# [WORK INSTRUCTIONS]
Could you give the number of lines in the entries below that contain the word "Đường"? Only the number is wanted.

Saved data entries:
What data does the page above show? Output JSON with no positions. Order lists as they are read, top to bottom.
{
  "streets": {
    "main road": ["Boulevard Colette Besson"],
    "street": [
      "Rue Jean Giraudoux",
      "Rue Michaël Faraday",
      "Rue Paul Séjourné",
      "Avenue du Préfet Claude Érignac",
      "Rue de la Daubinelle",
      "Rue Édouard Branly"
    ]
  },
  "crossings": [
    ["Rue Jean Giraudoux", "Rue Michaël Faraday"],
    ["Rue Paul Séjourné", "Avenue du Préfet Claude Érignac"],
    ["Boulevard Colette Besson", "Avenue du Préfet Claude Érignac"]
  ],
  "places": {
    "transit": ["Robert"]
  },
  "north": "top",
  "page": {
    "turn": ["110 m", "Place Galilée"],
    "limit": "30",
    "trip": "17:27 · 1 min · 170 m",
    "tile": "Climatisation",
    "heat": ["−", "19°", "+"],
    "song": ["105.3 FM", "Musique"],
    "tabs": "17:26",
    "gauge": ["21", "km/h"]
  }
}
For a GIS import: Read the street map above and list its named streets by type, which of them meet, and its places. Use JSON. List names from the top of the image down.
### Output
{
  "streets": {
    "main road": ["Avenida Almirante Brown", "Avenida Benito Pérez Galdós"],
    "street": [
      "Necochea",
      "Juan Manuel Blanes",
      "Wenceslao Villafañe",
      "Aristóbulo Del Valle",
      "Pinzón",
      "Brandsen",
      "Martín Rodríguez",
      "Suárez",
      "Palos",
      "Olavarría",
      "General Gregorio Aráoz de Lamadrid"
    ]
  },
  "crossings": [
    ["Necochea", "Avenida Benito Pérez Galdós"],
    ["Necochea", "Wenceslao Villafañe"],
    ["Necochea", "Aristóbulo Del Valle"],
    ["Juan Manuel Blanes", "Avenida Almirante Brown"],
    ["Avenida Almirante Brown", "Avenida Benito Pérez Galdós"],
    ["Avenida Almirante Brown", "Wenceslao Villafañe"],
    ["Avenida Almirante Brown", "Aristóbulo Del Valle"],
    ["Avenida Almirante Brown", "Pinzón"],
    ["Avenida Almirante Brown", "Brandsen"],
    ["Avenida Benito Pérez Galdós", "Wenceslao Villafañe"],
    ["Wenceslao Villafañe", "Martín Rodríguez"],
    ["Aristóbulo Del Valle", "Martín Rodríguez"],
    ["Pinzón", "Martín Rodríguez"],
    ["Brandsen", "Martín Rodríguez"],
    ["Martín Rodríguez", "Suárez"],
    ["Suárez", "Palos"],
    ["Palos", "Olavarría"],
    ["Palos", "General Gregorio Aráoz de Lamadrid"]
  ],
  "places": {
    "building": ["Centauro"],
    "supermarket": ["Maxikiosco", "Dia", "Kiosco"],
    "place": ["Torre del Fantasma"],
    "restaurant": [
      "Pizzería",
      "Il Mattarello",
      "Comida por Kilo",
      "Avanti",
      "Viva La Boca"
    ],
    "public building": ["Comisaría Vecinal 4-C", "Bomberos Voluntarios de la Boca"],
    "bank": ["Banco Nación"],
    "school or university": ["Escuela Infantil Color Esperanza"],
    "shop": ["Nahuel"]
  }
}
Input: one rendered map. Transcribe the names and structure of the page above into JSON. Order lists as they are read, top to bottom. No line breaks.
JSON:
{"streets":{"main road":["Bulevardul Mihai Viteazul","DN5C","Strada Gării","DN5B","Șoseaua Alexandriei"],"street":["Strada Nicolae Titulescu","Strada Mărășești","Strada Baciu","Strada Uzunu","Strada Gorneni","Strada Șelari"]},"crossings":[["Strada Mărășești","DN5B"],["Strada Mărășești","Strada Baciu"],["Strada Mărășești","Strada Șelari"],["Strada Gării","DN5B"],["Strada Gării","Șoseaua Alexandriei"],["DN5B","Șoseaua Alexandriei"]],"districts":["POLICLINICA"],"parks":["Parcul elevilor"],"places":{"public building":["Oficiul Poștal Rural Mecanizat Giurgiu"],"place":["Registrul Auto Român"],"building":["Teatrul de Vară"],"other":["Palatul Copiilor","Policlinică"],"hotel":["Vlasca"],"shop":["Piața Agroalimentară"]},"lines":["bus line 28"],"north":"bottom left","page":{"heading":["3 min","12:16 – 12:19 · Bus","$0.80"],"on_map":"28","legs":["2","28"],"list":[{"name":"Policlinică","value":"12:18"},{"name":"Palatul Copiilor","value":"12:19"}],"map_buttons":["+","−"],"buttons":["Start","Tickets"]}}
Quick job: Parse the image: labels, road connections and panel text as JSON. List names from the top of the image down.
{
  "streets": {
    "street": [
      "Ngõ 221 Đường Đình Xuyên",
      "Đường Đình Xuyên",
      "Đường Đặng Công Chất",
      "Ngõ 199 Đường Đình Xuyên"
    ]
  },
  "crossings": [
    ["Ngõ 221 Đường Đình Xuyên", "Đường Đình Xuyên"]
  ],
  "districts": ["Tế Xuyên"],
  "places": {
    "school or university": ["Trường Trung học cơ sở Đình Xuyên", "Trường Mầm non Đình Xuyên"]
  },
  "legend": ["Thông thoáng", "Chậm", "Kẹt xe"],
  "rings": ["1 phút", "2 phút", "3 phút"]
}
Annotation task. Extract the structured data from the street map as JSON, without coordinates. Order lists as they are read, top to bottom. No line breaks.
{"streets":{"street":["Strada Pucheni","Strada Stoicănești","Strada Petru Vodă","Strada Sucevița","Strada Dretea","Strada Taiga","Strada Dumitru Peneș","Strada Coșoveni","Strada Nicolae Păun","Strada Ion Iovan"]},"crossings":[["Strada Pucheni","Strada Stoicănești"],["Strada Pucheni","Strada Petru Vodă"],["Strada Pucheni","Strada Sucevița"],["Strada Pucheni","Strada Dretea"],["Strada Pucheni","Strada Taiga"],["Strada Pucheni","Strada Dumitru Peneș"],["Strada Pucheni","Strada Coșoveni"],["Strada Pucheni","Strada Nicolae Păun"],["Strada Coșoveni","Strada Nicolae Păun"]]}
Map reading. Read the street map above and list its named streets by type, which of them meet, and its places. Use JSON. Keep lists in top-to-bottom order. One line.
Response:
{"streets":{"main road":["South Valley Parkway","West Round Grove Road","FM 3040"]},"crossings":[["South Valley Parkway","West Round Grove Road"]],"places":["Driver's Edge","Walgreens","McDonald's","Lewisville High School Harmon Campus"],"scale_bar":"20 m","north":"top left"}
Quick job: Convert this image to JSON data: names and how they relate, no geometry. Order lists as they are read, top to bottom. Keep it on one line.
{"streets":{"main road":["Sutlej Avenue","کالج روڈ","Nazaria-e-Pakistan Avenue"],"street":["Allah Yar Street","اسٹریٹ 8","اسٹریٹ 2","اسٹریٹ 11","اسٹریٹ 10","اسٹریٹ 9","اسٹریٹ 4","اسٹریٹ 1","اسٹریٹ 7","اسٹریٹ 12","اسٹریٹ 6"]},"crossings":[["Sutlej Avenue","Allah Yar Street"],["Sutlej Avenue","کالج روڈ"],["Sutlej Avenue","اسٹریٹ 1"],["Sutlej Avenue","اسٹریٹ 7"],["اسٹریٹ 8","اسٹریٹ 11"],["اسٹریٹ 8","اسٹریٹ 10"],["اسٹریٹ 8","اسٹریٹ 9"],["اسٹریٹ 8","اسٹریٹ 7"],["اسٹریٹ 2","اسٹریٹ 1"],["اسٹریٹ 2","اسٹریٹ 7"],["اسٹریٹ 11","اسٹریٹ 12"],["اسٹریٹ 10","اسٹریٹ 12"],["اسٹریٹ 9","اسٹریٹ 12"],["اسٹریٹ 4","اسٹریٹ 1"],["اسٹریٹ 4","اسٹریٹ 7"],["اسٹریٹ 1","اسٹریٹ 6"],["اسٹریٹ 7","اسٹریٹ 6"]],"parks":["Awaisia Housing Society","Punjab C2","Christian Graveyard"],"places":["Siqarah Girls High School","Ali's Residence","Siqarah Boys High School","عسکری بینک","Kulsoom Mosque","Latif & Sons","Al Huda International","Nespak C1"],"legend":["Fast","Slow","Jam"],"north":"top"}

# [EXERCISE RESPONSE]
5